Friday, September 14, 2007

High Weirdness Drifter

This has been an exhausting week for me and my head feels like my brains were replaced with meatloaf by demented pixies while I was sleeping last night. With all that has been in the news over the past 2 or 3 weeks it’s a wonder that all of us aren’t oozing ketchup from the cranial cavity. Instead of a long rant today, or poking fun at the politicians it’s time for a news roundup of the scary, worrisome and goofy news of the day. I'm so lazy and frazzled that I'm not even going to go through the effort of embedding the links. Ya'll will either click, or you won't. It's not important to make it look all "pretty" today. Cope.

Remember the E-coli fears last year because of tainted spinach? The feds just shrugged their shoulders and haven’t increased inspections of the food we eat.

Our Sociopath in Chief is too busy with vacations to resolve the Iraq mess and has finally just moved everything into a box that will be left in the Oval Office for the next President. The box will be marked as “Some shit you might want to clean up. Love, The Dubster” Of course, this is dependant on whether or not King George let’s go the coat.

Hurricane Humberto continues to give scientists the heebie jeebies as some of their computer models show the storm turning south, re-entering the Gulf of Mexico and taking the shape and form of a masked Mexican wrestler. What next? Will Godzilla stomp around NYC?

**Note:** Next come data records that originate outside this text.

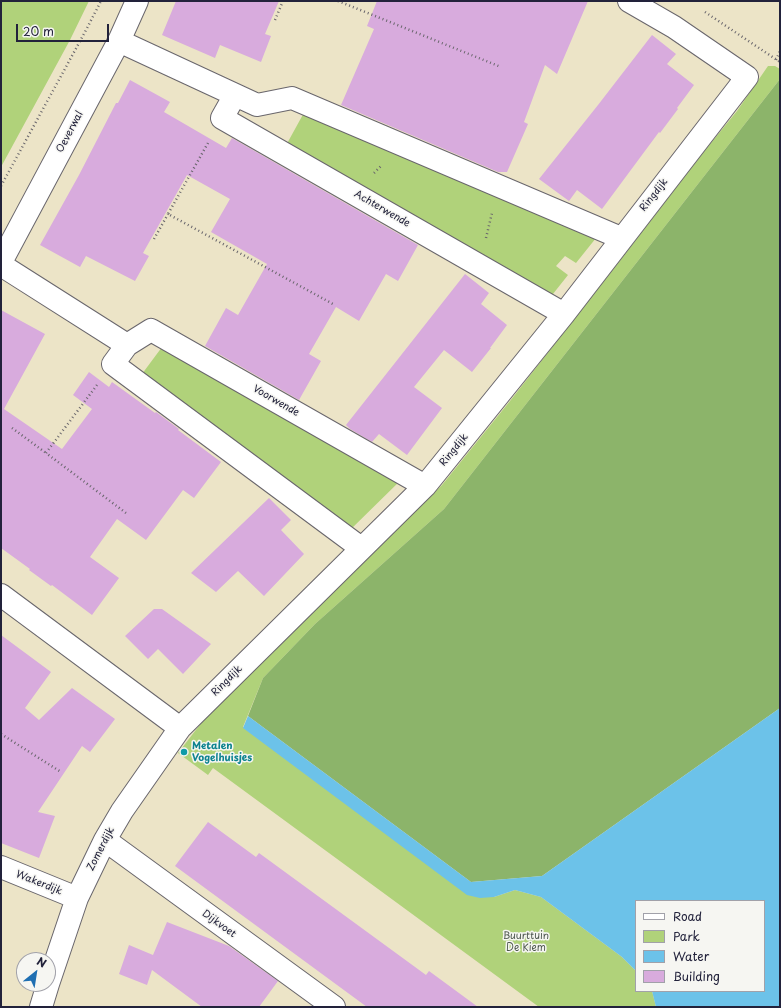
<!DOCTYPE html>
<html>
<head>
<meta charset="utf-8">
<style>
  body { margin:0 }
  #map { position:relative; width:781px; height:1008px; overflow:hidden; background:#ece4c7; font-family:"Playpen Sans",sans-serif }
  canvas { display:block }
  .frame { position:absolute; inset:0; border:2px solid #22223b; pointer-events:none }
  .legend { position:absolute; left:635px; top:900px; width:130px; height:92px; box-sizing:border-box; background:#f6f6f2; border:1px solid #a1a1a9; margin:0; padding:5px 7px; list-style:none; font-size:12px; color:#22223b }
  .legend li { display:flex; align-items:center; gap:8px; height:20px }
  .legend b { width:20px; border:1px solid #a1a1a9 }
  .north { position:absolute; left:16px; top:952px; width:40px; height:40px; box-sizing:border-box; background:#f6f6f2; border:1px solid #a1a1a9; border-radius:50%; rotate:30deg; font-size:11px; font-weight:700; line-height:16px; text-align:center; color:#22223b }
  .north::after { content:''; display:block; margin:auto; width:14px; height:18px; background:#1f6fb2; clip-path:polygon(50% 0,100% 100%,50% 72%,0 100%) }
  .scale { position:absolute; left:16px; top:24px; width:93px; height:18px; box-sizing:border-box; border:2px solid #22223b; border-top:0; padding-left:5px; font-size:12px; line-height:14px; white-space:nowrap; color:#22223b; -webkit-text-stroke:3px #f6f6f2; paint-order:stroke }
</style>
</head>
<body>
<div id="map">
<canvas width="781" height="1008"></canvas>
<div class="frame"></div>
<ul class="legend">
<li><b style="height:5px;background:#fff"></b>Road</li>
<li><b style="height:11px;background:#b0d27a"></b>Park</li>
<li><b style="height:11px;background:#6cc2e9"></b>Water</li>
<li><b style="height:11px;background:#d8abdd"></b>Building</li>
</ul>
<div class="north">N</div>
<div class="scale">20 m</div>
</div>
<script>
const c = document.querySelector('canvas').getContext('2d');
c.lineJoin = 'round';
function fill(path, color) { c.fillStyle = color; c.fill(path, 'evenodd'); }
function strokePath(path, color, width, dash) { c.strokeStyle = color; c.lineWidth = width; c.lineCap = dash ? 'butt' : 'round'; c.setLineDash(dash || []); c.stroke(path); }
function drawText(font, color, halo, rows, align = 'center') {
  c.font = font + ' "Playpen Sans",sans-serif'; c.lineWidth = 3; c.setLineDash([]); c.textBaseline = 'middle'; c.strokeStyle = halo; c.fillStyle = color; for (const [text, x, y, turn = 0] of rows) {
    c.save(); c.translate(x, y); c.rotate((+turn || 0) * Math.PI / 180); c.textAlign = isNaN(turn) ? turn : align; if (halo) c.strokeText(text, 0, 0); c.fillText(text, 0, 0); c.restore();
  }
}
const green = new Path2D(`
  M1,1H89L70,40L1,167Z
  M768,66H775L780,69V79L444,509L315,624L263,678L243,727L322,786L494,897L515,890L541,897L622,957L636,971V991H652L656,1007H539L213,768L208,775L178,753L209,713L442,485L510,401L611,272L706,149L737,111Z
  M306,109L600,233L576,263L565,256L556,266L568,275L549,299L284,149Z
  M165,343L403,478L347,533L139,378Z`);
const forest = new Path2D(`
  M780,79V708L542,876L471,882L248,716L263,678L315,624L444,509Z`);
const water = new Path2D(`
  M780,708V1007H656L652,991H764V901H636V971L622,957L541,897L515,890L494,897L480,898L467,895L243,728L248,716L471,882L542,876Z`);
const building = new Path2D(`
  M176,1H279L265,34L271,36L261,62L220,45L215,58L162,35Z
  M377,1H588L557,74L545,65L524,122L528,124L507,172H498L341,105L374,29L367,26Z
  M652,35L676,54L667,64L694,85L677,108L678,109L660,133L659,132L602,209L577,190L569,201L539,179L598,105Z
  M130,80L170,102L164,112L226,148L232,138L418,245L398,281L386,274L359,321L336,307L309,354L321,361L299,400L205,346L226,308L238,315L267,264L211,232L230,199L187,175L143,253L149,256L135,281L86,256L80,267L40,245L79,175L116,103H118Z
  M465,274L489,293L481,304L507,325L490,348H491L472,372L444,350L414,387L442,408L407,455L379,434L372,442L350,429L346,425Z
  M1,310L45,334L4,409L62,449L92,409L73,395L89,372L109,387L112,382L155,413L156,412L179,429L178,430L221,462L194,498L183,490L146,540L117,519L90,557L119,578L92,615L52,585L51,586L29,570L30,569L1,548Z
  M269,498L291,520L281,530L304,554L264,596L238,571L216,592L191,573Z
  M154,609H162L211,644L183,674L158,649L148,659L125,636Z
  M1,635L51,672L25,708L39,720L72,688L115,719L90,752L82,746L38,812L55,816L39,858L1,843Z
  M208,822L256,857L259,853L426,975L429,971L478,1007H367L175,866Z
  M167,922L229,946L278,981L259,1007H202L152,970L147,985L119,974L129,945L153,955Z`);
const path = new Path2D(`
  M338,1L501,67
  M705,12L780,62
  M275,20L283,1
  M776,60L780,51
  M208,143L168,214L333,304
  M374,173L382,165
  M1,186L85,32L101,1
  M486,238L492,213
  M154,239L168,214
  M97,385L46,453L126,513
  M12,428L46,453
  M1,734L61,772`);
const minor = new Path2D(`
  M119,41L257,105L292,98L621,238
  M235,95L222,118L564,314
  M1,262L119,41L137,1
  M1,265L127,345L151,330L425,486
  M127,345L113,364L361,548
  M1,595L180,728
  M105,840L334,1007
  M1,867L77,898
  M48,984L77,898L105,840L122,811L180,728L425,486L564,314L747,77L674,27L629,1
  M41,1007L48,984`);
const markers = [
  [184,752,4,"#0f9aa8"]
];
const streetNames = [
  ["Oeverwal",70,132,-62],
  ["Ringdijk",654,195,-52],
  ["Achterwende",382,209,30],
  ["Voorwende",276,401,30],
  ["Ringdijk",454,450,-51],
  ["Ringdijk",227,681,-45],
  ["Zomerdijk",101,849,-63],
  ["Wakerdijk",39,883,22],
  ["Dijkvoet",219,924,36]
];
const cultureNames = [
  ["Metalen",192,746],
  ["Vogelhuisjes",192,758]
];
const parkNames = [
  ["Buurttuin",526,936],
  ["De Kiem",526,948]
];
fill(green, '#b0d27a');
fill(forest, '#8cb46a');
fill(water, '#6cc2e9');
fill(building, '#d8abdd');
strokePath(minor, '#69666c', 24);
strokePath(path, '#69666c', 2.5, [1, 3]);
strokePath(minor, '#fff', 22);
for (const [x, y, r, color] of markers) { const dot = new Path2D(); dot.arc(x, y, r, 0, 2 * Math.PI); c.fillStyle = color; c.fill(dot); strokePath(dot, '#f6f6f2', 1.5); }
drawText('10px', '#22223b', '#f6f6f2', streetNames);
drawText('bold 10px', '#0d838f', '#f6f6f2', cultureNames, 'left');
drawText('10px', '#4d574e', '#f6f6f2', parkNames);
</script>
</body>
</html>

Disgraced former football player OJ Simpson is at the center of an incident in Las Vegas. No, there are no dead white women involved. In this instance it’s a bunch of sports memorabilia. Go figure.

A suspicious package was found at Detroit’s Metro airport,, a post office in Sandy Springs Georgia,, and in my swim trunks,

About a million big earthquakes have shook Indonesia over the past few days.

Burj Dubai is now the worlds tallest free-standing structure. Base jumpers are salivating.

McLaren F1 has been tossed from the Constructor’s Championship, been stripped of points and fined a whopping $100 million USD! Three time Champion Jackie Stewart’s comment, “Fookin el!

I believe I am still the only person in the world who sees a resemblance between Jean Todt of Ferrari, , and this Itallian dude, .

The Director of National Intelligence (HA!) Mike McConnell, a.k.a. the US Spy Chief, admits he lied his ass off when he testified before Congress this week.